The US military under the command of Donald Trump has carried out 70 airstrikes on Yemen in the last month - more than twice the number for all of 2016.
Underscoring what appears to be a major build up of the US’s involvement in the fight against Al-Qaeda militants in the country, the Pentagon said this week it had carried out roughly 20 strikes in the past week. That brought the monthly total to 70. More than 30 Yemeni civilians were reportedly killed in a raid by US special forces earlier this year, the first operation with Mr Trump as commander-in-chief.
“We continue to target Al-Qaeda in Yemen, and this is done in the interest of disrupting this terror organisation that presents a very significant threat to the United States,” said Pentagon spokesman Capt Jeff Davis.
He said the strikes were targeting Al-Qaeda in the Arabian Peninsula (AQAP), the Yemeni branch that is said to be militant group’s most lethal branch.

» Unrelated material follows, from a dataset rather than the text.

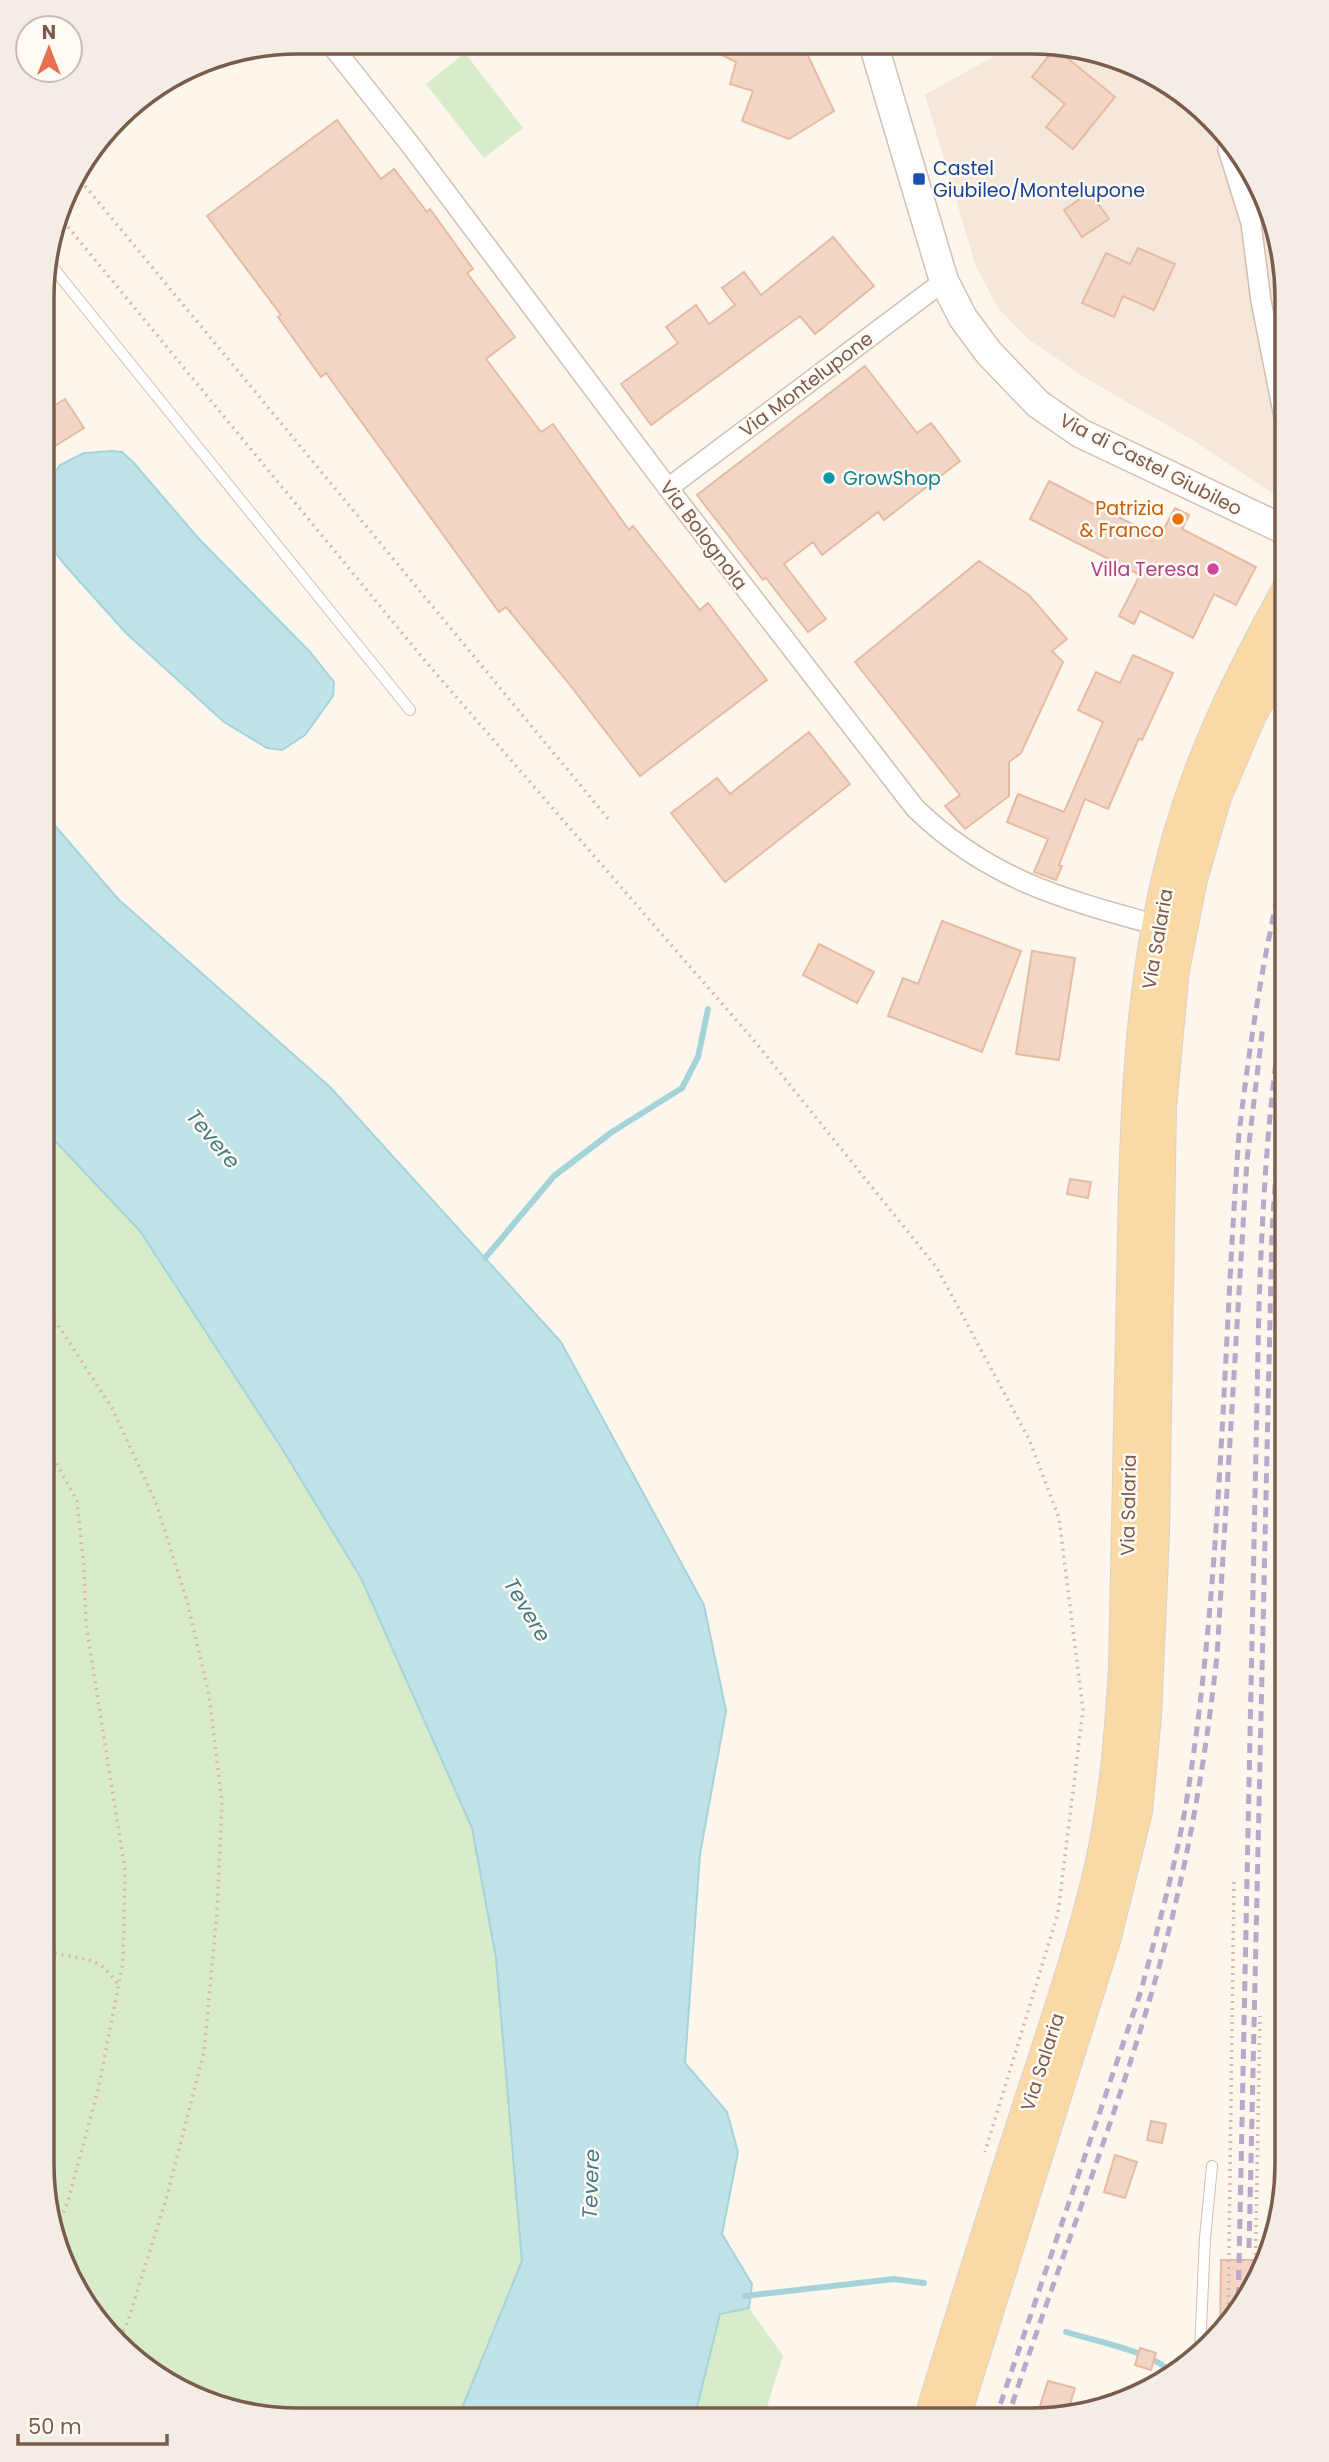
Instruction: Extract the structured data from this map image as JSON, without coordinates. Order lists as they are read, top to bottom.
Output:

“Since February 28, we’ve conducted more than 70 precision airstrikes against AQAP militants’ infrastructure, fighting positions and equipment.”
Experts said the number of strikes in the last month represented double the total for all of 2016. The strikes were largely carried out by drones and targeted fighters, infrastructure, fighting positions and equipment, Mr Davis said.
The organisation rose to prominence in 2009 and has taken advantage of the 2-year-old civil war between Yemen’s Saudi-backed government forces which also the support of Washington, and Iranian-backed Houthi rebels to carve out territory to train its fighters.
Stars and Stripes said the group claimed responsibility for the 2009 Christmas Day attempted underwear bombing of a commercial airliner in Detroit and later for the 2015 attack on French satirist newspaper Charlie Hebdo that killed 12 in Paris.
It boasts some 4,000 militants in Abyan, Bayda and Shabwah governances in the center of southern Yemen, according to defence officials.